# Campground Recommendations Niagara Falls



## NAturedog2

Hi everyone,

We are hoping to travel to niagara falls in early aug, looking for recommendation for campgrounds there on on the way back. I was thinking of driving to detroit and crossing into canada and driving through canada to niagara falls and then crossing back into USA to come home and stop at Hershey PA for a couple days. any advice on driving, campgrounds, and hersey would be greatly appreciated.


----------



## Snow

If you can, stay South of the Border, cheaper gas, food and drink ...

Now by Niagara Falls, you want to stay on the Canadian side or US side ?

If Canadian side, I would say to cross at the Fort Erie Bridge (as opposed to the Rainbow Bridge) just because it will be the first bridge you'll come to North of Buffalo... When crossing into Canada make sure you get into the correct Customs line, as the Canadian Border Service people are very picky about trailers being in the wrong line (personal experience) ..
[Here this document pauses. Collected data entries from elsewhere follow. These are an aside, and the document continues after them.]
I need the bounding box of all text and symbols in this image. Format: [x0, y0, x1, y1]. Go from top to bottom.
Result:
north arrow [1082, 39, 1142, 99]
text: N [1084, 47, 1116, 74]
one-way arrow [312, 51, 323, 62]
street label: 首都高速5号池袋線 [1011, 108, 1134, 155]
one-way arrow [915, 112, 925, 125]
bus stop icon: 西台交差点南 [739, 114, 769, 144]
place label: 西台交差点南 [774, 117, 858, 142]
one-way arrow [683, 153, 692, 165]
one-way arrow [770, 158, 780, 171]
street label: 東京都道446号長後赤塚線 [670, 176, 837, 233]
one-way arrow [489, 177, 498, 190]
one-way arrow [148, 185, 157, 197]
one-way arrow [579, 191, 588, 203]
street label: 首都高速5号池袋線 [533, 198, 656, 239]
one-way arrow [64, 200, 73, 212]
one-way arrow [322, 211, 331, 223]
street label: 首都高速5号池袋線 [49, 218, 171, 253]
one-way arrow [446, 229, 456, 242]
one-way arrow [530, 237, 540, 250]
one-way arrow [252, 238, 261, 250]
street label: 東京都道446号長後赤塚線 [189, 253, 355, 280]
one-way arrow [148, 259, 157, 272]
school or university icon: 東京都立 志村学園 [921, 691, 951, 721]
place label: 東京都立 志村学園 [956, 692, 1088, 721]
Lots of helpful info on this site..

As for where to stay on the Canadian side, there are several campgrounds close to the Falls but the closest is the KOA it is right in Niagara Falls, and offers shuttle services to the Falls and other attractions. There is also the King Waldorf campground at Marineland not sure if they offer shuttle services or not...

If you want to stay in the US, then 4 Mile Creek State Park is probably the closest you'll get to the Niagara area... it is about 20-30 minutes East/North of the Falls.. 4MCSP .. The good thing with staying at this Park is the vehicle pass will get your vehicle and occupants into all the area attractions at reduced rates ..

_With convenient access to Niagara Falls State Park you can enjoy all the park's attractions including the Maid of the Mist boat ride and Cave of the Winds. Discounted tickets can be purchased at the campground. Four Mile Creek is the ideal family camping spot with convenient access to beach swimming at Wilson Tuscarora State Park and pool swimming at Fort Niagara State Park. - See more at: http://nysparks.com/parks/6/#sthash.bmFj729X.dpuf_

Hope this helps... anything else, just ask...


----------



## H2oSprayer

When we went to Niagara Falls two years ago, we stayed at the Niagara Falls North / Lewiston KOA. Although the sites were a bit tight for our 312BH, the staff were all super nice! One bit of advise that I may offer: when crossing back into the US and you are asked if you "have any fruits or nuts", don't let your co-pilot pipe up and say "just the one's sitting in the back seat". Our fun filled day that we thought was going to have been ended by a beautiful fireworks display over the falls quickly became a much longer night.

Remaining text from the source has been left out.